When he ventures into political ranting he turns into a shrieking, hysterical spoiled brat. He become absolutely unlistenable.

60s rock musicians pioneered this braying about politics. Even John Fogerty, whose work I love, couldn't be restrained from making a jackass out of himself with an album of anti-Bush rants.

Musicians (and I speak from experience) are not the brightest sticks. I have less than zero interest in the political opinions of musicians. I wish that the 60s rockers would just shut up about their political views.

Posted by: Shouting Thomas on April 12, 2008 11:14 AM

Ok, I'll 'fess up; I haven't the faintest idea what that painting is 'about'.

Posted by: David Fleck on April 12, 2008 12:07 PM

The one kind of political art that does seem to last is mythologizing strong leaders. Think David and Napoleon or Karsh and Churchill to name only a couple.

Posted by: Thursday on April 12, 2008 1:17 PM

Banksy is an intersting addition to the political artist pantheon. I think much of his stuff is broad enough (war, poverty, etc.) that it can hold up over time. And his stuff is exceedingly clever, although "clever" is usually a quality that doesn't have much of a shelf life. Anyway, check it out if you haven't already:

I agree that overtly political art, when viewed as simply art, almost never comes across as anything more than pamphleteering, but there are exceptions such as Guernica, although I realize many here wouldn't agree on that one.

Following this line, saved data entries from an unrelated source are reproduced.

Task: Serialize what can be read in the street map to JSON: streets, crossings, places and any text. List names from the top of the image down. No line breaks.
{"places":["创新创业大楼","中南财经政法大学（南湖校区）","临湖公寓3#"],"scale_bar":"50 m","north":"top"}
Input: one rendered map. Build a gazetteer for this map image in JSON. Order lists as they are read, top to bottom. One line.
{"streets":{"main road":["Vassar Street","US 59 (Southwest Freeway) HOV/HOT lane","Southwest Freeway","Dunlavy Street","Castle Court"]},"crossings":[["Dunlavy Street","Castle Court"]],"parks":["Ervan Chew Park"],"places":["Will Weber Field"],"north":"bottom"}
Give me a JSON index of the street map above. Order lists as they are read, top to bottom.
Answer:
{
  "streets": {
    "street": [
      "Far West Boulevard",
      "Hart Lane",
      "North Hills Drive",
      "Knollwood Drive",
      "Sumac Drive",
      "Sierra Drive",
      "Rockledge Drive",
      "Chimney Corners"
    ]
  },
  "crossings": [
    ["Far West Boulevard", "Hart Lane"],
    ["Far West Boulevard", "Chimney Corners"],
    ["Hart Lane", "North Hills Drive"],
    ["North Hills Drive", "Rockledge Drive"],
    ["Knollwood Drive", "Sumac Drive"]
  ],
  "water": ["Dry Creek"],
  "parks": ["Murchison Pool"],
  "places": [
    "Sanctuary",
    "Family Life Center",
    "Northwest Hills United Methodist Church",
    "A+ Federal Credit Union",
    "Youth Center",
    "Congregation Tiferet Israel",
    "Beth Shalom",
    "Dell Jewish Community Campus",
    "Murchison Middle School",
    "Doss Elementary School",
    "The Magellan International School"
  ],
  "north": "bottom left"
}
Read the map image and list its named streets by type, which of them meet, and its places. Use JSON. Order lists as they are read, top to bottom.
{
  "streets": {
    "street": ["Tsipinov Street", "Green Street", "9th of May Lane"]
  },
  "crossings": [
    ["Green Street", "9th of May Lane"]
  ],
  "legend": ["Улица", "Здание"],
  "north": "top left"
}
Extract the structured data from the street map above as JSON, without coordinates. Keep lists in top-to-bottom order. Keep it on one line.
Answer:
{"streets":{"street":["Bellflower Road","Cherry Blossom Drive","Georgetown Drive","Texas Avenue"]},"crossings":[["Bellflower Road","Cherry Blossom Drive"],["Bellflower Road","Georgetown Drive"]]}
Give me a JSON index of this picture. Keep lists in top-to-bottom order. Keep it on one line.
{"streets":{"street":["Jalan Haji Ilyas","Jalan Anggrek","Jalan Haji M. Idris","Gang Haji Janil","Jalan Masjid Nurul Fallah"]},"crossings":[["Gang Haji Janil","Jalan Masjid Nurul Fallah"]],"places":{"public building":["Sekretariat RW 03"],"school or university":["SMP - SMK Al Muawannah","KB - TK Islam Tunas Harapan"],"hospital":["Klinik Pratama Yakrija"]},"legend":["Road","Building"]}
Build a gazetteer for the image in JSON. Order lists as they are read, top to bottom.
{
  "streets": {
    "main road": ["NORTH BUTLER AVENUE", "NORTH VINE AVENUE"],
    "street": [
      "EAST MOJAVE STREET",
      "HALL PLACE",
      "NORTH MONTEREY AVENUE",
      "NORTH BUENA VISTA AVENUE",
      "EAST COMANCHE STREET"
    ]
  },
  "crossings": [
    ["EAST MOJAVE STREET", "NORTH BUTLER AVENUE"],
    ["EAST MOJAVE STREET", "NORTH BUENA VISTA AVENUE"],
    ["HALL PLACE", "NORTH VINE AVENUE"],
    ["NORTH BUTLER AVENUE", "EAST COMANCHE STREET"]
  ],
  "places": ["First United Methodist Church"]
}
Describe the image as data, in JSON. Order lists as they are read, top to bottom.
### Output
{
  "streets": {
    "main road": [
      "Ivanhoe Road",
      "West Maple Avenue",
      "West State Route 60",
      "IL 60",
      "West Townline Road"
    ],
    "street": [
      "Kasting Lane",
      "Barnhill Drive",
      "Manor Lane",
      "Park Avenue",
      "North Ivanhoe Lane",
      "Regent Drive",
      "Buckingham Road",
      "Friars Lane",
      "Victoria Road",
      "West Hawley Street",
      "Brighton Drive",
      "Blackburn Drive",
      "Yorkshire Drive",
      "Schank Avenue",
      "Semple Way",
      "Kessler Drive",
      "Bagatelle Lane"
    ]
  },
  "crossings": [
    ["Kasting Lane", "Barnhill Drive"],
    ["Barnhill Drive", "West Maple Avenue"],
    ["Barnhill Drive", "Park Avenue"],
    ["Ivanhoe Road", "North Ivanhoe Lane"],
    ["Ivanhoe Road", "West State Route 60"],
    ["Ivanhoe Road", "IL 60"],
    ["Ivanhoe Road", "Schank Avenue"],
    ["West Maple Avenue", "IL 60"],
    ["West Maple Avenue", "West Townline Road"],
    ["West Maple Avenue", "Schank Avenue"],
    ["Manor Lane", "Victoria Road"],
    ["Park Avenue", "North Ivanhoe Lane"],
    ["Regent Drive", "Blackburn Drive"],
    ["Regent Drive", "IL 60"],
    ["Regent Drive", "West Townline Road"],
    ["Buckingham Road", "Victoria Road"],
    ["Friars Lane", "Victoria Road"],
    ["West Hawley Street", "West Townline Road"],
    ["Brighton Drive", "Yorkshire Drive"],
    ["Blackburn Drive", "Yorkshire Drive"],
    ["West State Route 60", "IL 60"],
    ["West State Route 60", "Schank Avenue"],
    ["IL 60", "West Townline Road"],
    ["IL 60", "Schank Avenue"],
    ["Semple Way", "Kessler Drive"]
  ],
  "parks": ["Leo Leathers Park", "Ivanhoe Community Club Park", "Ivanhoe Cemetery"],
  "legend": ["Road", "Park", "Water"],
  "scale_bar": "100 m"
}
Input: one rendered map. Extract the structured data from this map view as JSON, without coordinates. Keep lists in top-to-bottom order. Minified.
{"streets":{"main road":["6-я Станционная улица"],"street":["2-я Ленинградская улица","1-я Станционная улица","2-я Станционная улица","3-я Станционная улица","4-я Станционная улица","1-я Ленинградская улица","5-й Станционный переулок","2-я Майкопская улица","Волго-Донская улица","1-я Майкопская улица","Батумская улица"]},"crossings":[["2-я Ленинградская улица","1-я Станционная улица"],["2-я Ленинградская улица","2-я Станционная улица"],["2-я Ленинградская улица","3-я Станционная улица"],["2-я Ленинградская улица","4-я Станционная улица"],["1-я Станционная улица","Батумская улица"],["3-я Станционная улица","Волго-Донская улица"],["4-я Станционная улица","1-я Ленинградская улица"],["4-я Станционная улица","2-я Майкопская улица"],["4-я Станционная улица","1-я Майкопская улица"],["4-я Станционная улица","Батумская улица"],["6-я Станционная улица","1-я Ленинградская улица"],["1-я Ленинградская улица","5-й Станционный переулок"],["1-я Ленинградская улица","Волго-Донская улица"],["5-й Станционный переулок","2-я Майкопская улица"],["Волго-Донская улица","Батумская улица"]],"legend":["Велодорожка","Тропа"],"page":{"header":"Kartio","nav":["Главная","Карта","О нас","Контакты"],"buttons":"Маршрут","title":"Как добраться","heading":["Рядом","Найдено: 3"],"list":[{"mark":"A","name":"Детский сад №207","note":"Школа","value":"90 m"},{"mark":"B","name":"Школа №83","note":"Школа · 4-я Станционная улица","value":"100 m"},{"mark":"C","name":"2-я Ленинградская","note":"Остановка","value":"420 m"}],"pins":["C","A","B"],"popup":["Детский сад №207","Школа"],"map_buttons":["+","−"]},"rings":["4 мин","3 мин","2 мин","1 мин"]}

Posted by: JV on April 12, 2008 1:57 PM

Sheer guesswork: Mussolini?

Posted by: Richard S. Wheeler on April 12, 2008 4:57 PM

The subject depicted in a given work of art, whether political or tied to a specific historical event, is irrelevant to the expressive quality that determines whether the art has any aesthetic value in the first place. A beautifully executed painting of some event long gone will still be appreciated for reasons having nothing to do with the topicality of the subject.

Posted by: Peter L. Winkler on April 12, 2008 11:31 PM

Okay, I'll fess up now: that green face on the jack-in-the-box is Mussolini. The rest of it is Surrealistic, so God knows what subconscious/juxtaposed stuff is scattered through the painting.

Posted by: Donald Pittenger on April 13, 2008 12:33 AM

I'll take a guess, but that's all I can do. It does indeed refer to Mussolini, but the context is this: at various times in its history, Rome, the eternal city, was reduced to a near-wilderness, with a handful of shepherds, gypsies, peasants, or beggars living among its majestic ruins.

This painting is saying "it will happen again; Mussolini the jack-in-the-box will be just another bit of broken statuary sold off by peasants to tourists wandering through the rubble". But there might be some more specific referent in there.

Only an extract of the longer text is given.